Determine how many lines in the material below contain the word "above", and give that number without comment.
◇ ◇ ◇ ◇
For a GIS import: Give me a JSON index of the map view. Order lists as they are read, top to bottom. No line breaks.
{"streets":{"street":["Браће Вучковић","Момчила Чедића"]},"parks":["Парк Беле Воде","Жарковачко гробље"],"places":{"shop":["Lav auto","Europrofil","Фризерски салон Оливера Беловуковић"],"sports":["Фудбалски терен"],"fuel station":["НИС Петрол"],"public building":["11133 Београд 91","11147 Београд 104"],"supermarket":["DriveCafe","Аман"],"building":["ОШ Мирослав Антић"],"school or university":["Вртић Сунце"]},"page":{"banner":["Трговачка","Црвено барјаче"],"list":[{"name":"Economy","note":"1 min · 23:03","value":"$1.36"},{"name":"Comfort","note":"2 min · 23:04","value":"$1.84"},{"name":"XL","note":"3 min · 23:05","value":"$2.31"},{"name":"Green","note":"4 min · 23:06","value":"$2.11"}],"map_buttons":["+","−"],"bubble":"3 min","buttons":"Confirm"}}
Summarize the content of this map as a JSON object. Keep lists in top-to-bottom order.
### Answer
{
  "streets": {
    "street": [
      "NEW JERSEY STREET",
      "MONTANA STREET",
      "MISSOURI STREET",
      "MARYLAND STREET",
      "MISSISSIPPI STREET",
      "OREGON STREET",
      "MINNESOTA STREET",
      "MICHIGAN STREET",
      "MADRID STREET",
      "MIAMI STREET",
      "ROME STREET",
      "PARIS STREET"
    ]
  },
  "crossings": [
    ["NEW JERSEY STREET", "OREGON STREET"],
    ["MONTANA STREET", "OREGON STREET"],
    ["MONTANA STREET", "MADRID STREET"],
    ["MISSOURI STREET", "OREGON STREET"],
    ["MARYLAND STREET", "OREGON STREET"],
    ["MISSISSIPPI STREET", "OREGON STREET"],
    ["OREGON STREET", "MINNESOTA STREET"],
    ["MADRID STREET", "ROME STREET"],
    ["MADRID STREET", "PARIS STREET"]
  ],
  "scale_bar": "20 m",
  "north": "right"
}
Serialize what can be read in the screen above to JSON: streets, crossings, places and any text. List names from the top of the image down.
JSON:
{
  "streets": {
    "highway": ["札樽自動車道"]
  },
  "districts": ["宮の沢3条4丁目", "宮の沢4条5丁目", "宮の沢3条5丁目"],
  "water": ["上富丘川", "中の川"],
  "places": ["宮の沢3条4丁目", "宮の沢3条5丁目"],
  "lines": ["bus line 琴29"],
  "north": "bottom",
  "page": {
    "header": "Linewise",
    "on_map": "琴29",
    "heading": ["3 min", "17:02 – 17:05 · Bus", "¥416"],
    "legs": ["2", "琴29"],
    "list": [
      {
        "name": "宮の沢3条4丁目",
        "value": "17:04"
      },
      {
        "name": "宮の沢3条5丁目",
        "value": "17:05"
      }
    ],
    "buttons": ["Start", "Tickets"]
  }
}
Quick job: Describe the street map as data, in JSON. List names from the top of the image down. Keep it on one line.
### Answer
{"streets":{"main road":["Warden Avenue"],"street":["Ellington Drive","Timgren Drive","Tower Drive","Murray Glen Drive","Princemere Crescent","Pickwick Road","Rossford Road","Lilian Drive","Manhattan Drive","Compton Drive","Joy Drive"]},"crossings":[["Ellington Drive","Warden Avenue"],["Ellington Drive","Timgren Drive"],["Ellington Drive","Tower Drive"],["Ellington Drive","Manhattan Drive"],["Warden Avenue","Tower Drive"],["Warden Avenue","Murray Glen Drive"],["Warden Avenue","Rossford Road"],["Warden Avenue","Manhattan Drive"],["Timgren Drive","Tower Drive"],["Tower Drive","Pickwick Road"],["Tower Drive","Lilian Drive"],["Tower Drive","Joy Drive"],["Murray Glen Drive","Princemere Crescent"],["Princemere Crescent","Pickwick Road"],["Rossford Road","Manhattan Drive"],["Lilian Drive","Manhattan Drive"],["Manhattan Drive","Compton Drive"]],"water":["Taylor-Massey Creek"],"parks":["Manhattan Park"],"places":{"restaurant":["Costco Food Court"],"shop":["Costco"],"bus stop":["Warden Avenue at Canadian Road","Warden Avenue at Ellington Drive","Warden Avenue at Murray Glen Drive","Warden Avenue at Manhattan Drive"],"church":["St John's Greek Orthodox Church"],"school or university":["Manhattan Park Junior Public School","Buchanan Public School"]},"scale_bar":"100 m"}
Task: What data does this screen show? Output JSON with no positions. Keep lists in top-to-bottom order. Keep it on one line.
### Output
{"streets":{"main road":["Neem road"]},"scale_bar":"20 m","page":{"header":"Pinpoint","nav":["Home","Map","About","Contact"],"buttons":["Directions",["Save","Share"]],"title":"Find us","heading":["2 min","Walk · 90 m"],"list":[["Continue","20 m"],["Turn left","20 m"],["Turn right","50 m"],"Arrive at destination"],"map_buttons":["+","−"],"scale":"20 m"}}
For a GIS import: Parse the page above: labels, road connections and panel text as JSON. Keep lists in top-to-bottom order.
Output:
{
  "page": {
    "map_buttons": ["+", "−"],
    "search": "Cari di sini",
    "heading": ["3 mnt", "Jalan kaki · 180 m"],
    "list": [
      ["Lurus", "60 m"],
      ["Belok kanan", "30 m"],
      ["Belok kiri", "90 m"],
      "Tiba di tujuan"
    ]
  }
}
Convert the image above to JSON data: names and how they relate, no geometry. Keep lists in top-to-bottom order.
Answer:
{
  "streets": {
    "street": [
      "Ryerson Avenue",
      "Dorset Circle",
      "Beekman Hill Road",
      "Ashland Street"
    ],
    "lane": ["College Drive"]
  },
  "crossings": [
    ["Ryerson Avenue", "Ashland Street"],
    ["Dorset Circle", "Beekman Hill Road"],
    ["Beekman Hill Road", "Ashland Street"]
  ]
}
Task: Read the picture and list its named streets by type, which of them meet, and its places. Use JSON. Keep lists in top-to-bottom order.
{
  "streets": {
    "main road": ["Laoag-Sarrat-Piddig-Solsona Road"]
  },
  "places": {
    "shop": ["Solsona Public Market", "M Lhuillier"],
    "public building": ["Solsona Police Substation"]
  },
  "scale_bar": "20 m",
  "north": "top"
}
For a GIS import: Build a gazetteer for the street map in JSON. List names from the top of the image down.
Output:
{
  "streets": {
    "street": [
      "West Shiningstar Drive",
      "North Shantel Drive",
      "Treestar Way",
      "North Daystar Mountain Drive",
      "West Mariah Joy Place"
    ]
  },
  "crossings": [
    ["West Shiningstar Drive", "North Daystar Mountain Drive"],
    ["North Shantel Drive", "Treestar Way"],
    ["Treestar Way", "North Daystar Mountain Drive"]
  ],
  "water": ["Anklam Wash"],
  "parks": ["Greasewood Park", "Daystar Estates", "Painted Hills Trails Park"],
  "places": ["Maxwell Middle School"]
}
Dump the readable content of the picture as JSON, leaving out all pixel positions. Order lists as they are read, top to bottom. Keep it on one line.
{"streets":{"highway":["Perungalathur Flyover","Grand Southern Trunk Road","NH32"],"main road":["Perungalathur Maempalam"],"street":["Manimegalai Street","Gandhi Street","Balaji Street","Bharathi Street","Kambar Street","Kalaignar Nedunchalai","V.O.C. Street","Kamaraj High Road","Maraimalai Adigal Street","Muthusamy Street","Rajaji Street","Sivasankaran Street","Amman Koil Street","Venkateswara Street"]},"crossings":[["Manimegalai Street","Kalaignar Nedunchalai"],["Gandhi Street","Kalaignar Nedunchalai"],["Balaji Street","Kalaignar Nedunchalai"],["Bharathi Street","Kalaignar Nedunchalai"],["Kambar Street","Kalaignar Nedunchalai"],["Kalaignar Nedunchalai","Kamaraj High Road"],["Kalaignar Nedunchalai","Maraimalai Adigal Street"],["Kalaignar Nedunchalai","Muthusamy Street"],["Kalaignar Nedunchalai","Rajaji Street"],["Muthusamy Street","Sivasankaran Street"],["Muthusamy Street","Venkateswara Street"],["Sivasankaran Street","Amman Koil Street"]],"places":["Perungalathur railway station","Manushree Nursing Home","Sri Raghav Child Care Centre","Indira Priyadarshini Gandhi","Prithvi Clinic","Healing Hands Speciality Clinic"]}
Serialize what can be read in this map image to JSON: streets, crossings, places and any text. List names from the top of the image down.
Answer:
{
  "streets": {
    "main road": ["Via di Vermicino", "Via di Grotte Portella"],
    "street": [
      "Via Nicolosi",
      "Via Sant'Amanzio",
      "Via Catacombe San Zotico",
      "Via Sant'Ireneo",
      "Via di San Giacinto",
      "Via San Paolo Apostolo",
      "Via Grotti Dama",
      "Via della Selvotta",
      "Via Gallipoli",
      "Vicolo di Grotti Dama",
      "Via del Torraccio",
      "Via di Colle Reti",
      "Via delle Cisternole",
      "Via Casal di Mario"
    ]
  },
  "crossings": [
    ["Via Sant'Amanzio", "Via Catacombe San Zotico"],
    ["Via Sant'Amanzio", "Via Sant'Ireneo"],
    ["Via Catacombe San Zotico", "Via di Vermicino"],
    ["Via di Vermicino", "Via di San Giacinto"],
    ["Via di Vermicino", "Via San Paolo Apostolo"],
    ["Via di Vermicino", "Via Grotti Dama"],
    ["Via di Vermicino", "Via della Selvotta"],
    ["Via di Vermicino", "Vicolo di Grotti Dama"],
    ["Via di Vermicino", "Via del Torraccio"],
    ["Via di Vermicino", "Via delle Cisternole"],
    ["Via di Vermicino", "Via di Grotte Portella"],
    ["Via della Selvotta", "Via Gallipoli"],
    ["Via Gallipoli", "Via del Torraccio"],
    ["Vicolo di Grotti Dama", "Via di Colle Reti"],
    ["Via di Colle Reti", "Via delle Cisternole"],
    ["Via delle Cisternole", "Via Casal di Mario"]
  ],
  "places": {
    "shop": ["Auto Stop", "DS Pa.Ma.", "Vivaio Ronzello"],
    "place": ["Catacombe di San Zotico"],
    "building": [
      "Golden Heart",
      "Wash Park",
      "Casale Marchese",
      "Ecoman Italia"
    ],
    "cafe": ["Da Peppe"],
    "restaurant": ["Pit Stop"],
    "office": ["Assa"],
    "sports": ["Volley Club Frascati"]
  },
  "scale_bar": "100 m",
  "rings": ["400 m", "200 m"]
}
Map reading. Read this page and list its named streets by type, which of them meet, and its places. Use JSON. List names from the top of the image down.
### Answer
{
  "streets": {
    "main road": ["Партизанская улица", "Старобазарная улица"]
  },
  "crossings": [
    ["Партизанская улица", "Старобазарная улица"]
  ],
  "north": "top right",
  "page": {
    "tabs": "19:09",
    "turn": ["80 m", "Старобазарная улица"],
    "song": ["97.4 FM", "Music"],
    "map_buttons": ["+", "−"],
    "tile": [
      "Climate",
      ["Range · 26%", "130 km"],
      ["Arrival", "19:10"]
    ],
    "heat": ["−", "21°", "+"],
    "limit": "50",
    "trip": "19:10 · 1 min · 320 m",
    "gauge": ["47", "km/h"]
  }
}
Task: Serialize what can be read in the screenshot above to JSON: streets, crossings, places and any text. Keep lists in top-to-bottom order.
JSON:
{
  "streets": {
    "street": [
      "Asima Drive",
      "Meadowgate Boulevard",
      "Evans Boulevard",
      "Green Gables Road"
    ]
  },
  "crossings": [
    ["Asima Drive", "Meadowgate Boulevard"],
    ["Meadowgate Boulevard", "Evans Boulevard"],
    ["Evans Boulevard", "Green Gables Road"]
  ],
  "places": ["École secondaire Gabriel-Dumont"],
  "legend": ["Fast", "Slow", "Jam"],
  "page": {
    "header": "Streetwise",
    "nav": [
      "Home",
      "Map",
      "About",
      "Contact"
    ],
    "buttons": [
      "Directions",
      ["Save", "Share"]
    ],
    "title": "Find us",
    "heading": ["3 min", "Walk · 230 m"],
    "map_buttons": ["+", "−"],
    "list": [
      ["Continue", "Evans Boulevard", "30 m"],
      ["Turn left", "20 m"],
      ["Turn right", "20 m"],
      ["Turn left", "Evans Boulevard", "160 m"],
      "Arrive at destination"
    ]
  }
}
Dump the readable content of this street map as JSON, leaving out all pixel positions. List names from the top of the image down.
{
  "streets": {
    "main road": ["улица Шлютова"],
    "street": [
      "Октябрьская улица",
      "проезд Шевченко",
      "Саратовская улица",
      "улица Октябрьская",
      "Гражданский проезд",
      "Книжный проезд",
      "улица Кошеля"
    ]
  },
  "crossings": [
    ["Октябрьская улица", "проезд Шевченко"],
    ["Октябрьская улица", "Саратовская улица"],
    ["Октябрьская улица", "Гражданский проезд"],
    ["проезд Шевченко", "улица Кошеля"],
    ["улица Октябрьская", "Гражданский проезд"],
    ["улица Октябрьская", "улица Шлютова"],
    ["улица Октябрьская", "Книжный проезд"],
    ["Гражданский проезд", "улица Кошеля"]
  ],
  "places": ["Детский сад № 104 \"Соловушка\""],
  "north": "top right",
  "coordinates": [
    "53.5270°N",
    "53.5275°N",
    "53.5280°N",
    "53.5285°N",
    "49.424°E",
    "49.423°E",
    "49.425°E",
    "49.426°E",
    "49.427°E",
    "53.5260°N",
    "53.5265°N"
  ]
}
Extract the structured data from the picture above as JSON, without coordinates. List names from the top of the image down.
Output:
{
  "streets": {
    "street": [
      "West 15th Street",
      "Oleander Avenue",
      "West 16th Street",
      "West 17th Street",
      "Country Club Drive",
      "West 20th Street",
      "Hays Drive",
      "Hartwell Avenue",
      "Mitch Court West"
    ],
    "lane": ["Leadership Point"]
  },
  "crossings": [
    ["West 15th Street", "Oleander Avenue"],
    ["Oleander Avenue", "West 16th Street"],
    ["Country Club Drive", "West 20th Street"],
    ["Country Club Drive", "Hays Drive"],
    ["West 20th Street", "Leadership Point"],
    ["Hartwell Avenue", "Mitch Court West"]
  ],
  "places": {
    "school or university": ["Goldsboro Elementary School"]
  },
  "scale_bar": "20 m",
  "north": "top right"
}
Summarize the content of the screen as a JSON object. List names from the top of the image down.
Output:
◇ ◇ ◇ ◇
→ **OUTPUT OF THE TASK**
5